[Collected data entries]
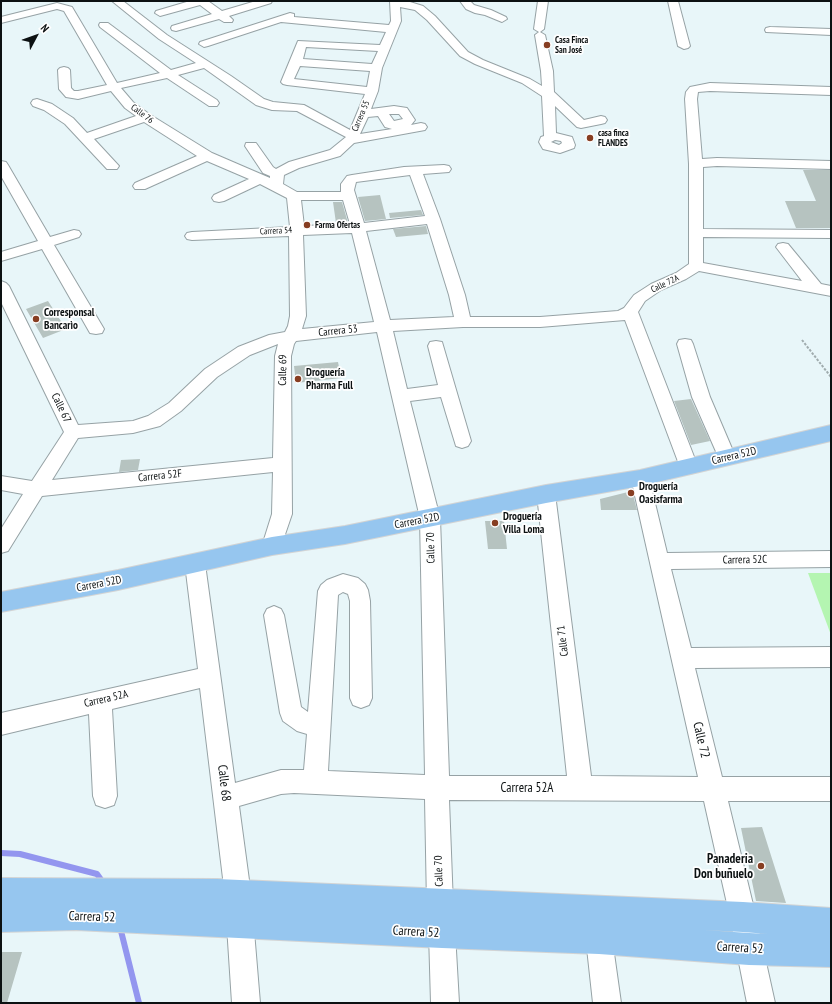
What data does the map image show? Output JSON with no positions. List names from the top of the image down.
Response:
{
  "streets": {
    "main road": ["Carrera 52D", "Carrera 52"],
    "street": [
      "Calle 76",
      "Carrera 55",
      "Carrera 54",
      "Calle 72A",
      "Carrera 53",
      "Calle 69",
      "Calle 67",
      "Carrera 52F",
      "Calle 70",
      "Carrera 52C",
      "Calle 71",
      "Carrera 52A",
      "Calle 72",
      "Calle 68"
    ]
  },
  "crossings": [
    ["Calle 76", "Carrera 55"],
    ["Calle 76", "Calle 69"],
    ["Carrera 54", "Calle 69"],
    ["Carrera 54", "Calle 70"],
    ["Calle 72A", "Carrera 53"],
    ["Carrera 53", "Calle 69"],
    ["Carrera 53", "Calle 67"],
    ["Carrera 53", "Calle 70"],
    ["Calle 69", "Carrera 52D"],
    ["Calle 69", "Carrera 52F"],
    ["Calle 67", "Carrera 52F"],
    ["Carrera 52D", "Calle 70"],
    ["Carrera 52D", "Calle 71"],
    ["Carrera 52D", "Calle 72"],
    ["Carrera 52D", "Calle 68"],
    ["Calle 70", "Carrera 52A"],
    ["Calle 70", "Carrera 52"],
    ["Carrera 52C", "Calle 72"],
    ["Calle 71", "Carrera 52A"],
    ["Carrera 52A", "Calle 72"],
    ["Carrera 52A", "Calle 68"],
    ["Calle 72", "Carrera 52"],
    ["Calle 68", "Carrera 52"]
  ],
  "places": [
    "Casa Finca San José",
    "casa finca FLANDES",
    "Farma Ofertas",
    "Corresponsal Bancarìo",
    "Droguería Pharma Full",
    "Droguería Oasisfarma",
    "Droguería Villa Loma",
    "Panaderia Don buñuelo"
  ],
  "north": "top right"
}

**Work to be completed**
Take each line from the records and copy it unchanged, leaving images out.

**Output for this exercise**
What data does the map image show? Output JSON with no positions. List names from the top of the image down.
Response:
{
  "streets": {
    "main road": ["Carrera 52D", "Carrera 52"],
    "street": [
      "Calle 76",
      "Carrera 55",
      "Carrera 54",
      "Calle 72A",
      "Carrera 53",
      "Calle 69",
      "Calle 67",
      "Carrera 52F",
      "Calle 70",
      "Carrera 52C",
      "Calle 71",
      "Carrera 52A",
      "Calle 72",
      "Calle 68"
    ]
  },
  "crossings": [
    ["Calle 76", "Carrera 55"],
    ["Calle 76", "Calle 69"],
    ["Carrera 54", "Calle 69"],
    ["Carrera 54", "Calle 70"],
    ["Calle 72A", "Carrera 53"],
    ["Carrera 53", "Calle 69"],
    ["Carrera 53", "Calle 67"],
    ["Carrera 53", "Calle 70"],
    ["Calle 69", "Carrera 52D"],
    ["Calle 69", "Carrera 52F"],
    ["Calle 67", "Carrera 52F"],
    ["Carrera 52D", "Calle 70"],
    ["Carrera 52D", "Calle 71"],
    ["Carrera 52D", "Calle 72"],
    ["Carrera 52D", "Calle 68"],
    ["Calle 70", "Carrera 52A"],
    ["Calle 70", "Carrera 52"],
    ["Carrera 52C", "Calle 72"],
    ["Calle 71", "Carrera 52A"],
    ["Carrera 52A", "Calle 72"],
    ["Carrera 52A", "Calle 68"],
    ["Calle 72", "Carrera 52"],
    ["Calle 68", "Carrera 52"]
  ],
  "places": [
    "Casa Finca San José",
    "casa finca FLANDES",
    "Farma Ofertas",
    "Corresponsal Bancarìo",
    "Droguería Pharma Full",
    "Droguería Oasisfarma",
    "Droguería Villa Loma",
    "Panaderia Don buñuelo"
  ],
  "north": "top right"
}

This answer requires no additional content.